In the Futures Forum course we’re supposed to be teaching students for tomorrow. Some teachers are having students do most of the required reading on-line. Instead of the standard practice of a collection of short stories, a novel, an independent novel, and a little Shakespeare, some students are reading just one independently-chosen book and some articles of interest. It seems to suggest that the classics and traditional readings are less important to impart than allowing students to discover their own interests. This is an old debate: which matters most, the community or the individual. I tend to lean towards the side that suggests students will discover their own interests on their own time and read short on-line articles with little help from us, but if we don’t introduce some good literature along the way, they might never encounter it otherwise.
And will they learn to manage sustained reading, keeping track of many characters over a few hundred pages, if we don’t get them to practice that skill in our classrooms? They need to do it a few times and get the rewards of getting to the last page in order to want to do it on their own, and they might need to get to the end of a few books in school before one hits them as really worth the journey. There are few jobs where reading a novel, or Shakespeare, is ever necessary, but the skill of sustaining thought over time has myriad applications.
We don’t know what tomorrow will be like. We’re just guessing. Getting students perfecting computer skills could be the worst idea possible. We could run out of affordable energy to run computers in every workplace, and paper will make a resurgence. Or we could run out of trees and have to learn how to carve words in stone! Who knows? We can’t count on computers working like they do now or even existing twenty years from now. Students need to be able to search for information on-line for the immediate future, but they also need to be able to use an index in the back of the book and know how to find a book in a library – skills that have been used for hundreds of years. If we throw out old skills for new, the kids could be in a sorry state, and culturally we will have lost something. And, who knows, maybe the most important thing kids today need to learn is how to grow and preserve their own food. We can’t teach for tomorrow because we’re utterly clueless about what tomorrow might look like.
In Not the End, Carriere says “Aircraft manfacturers are currently working on planes that will be ready in twenty years, but they are built to run on aviation fuel that may no longer be available” (55). Are we doing something similar by “teaching” practical applications for Twitter and Facebook in the classroom? We’re still not really teaching for the future, but for today. Twitter could go the way of MySpace by the time these kids hit the workforce.
We come to that idea of preparing students for the world of the future with the best of intentions of course. When I was in school, I learned how to type and take shorthand and prepare reports for a boss, but there are few secretaries today. I can also thread a projection machine. Learning those skills didn’t detract from my education. It was valuable practice learning a skill. It taught me to learn how to learn at the very least. The things I need to know for my job this fall, all the technology I’m to teach the kids, didn’t exist ten years ago. They couldn’t have been taught in a high school to prepare a future teacher for the work world. It’s likely the specific technological skills a student will require as an employee isn’t possible to develop with our current technology.

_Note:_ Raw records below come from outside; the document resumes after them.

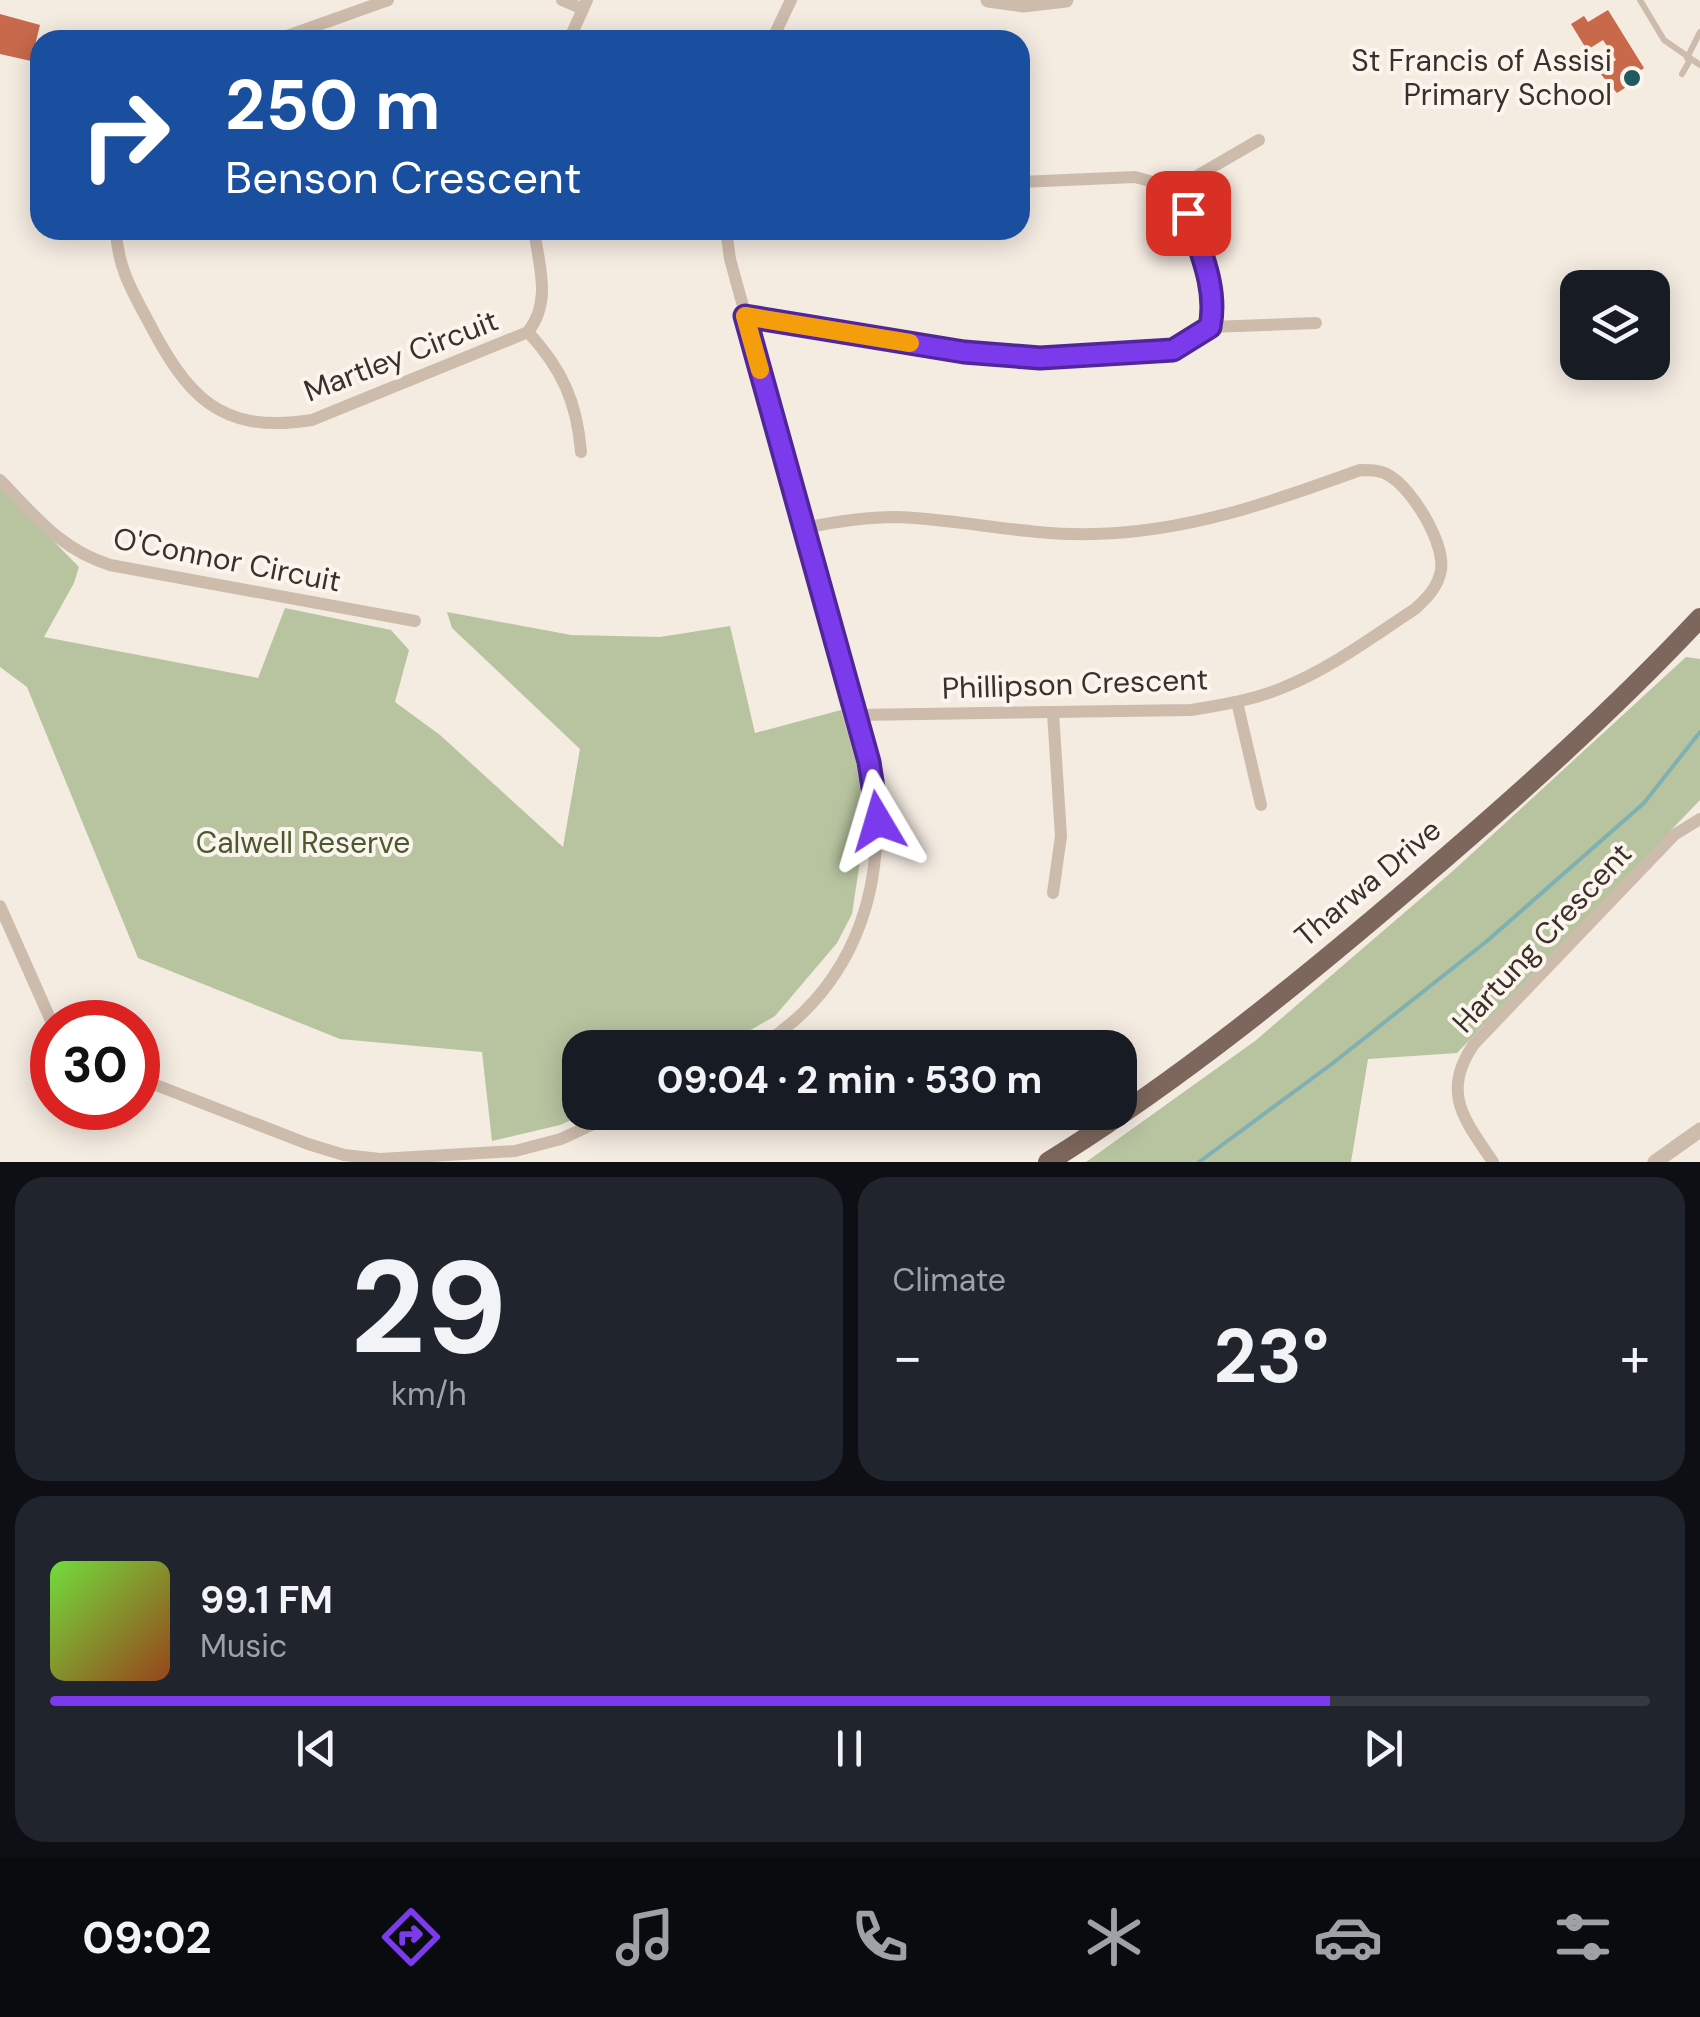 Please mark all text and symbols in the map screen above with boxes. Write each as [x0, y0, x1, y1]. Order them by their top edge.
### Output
place label: St Francis of Assisi Primary School [1351, 41, 1612, 114]
text: 250 m [225, 60, 441, 151]
marker: St Francis of Assisi Primary School [1621, 67, 1643, 89]
icon: right [60, 70, 190, 200]
text: Benson Crescent [225, 148, 582, 207]
pin [1146, 171, 1231, 256]
icon: arrive [1161, 186, 1216, 241]
map controls [1560, 270, 1670, 380]
button: layers [1560, 270, 1670, 380]
street label: Martley Circuit [298, 301, 503, 410]
street label: O'Connor Circuit [110, 518, 344, 601]
street label: Phillipson Crescent [941, 659, 1209, 708]
position arrow [826, 769, 930, 873]
street label: Tharwa Drive [1287, 810, 1449, 955]
park label: Calwell Reserve [196, 823, 410, 862]
street label: Hartung Crescent [1443, 834, 1640, 1041]
speed limit sign: 30 [30, 1000, 160, 1130]
text: 09:04 · 2 min · 530 m [657, 1055, 1042, 1105]
text: 29 [350, 1223, 507, 1392]
text: Climate [893, 1259, 1006, 1301]
text: 23° [1213, 1308, 1329, 1405]
text: − [893, 1321, 923, 1393]
text: + [1620, 1321, 1650, 1393]
text: km/h [391, 1373, 467, 1415]
text: 99.1 FM [200, 1575, 333, 1625]
text: Music [200, 1625, 287, 1667]
icon: previous [289, 1721, 344, 1776]
icon: pause [822, 1721, 877, 1776]
icon: next [1356, 1721, 1411, 1776]
icon: directions [376, 1902, 446, 1972]
icon: music [610, 1902, 680, 1972]
icon: phone [845, 1902, 915, 1972]
icon: climate [1079, 1902, 1149, 1972]
icon: car [1313, 1902, 1383, 1972]
icon: filters [1548, 1902, 1618, 1972]
text: 09:02 [82, 1908, 211, 1967]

At the last FFP meeting, someone said, “It’s a step backwards for them to use an index in the back of the book.” We’re making assumptions about what will be here in the future and what won’t: i.e. computers will take over and books will die off so it’s no longer important to know how to use an index. But maybe we’ve got that backwards. Are we falling into the trap of believing history runs in a straight line, always progressing, always getting better, when we know from history that it runs in cycles. Things improve, then they get worse over and over again. Things develop, then they sometimes disappear.
For centuries, what kids learned in high school was everything they needed to know for life. That’s no longer the case. People have to adapt to on-going change. Adapting isn’t something we need to teach; it’s something we naturally do whenever it becomes necessary. We’ve adapted to on-going on-the-job training. But there are some lasting skills and content kids need from high-schools.
We need to teach those few skills that will always be useful. My background’s in philosophy. After high school years spent reading as fast as I could, philosophy profs trained us to slow down. Read a sentence, look up words you don’t know to make sure you really understand it, then think about whether or not you agree. The last part is the most important. Critical thinking will always be a useful skill.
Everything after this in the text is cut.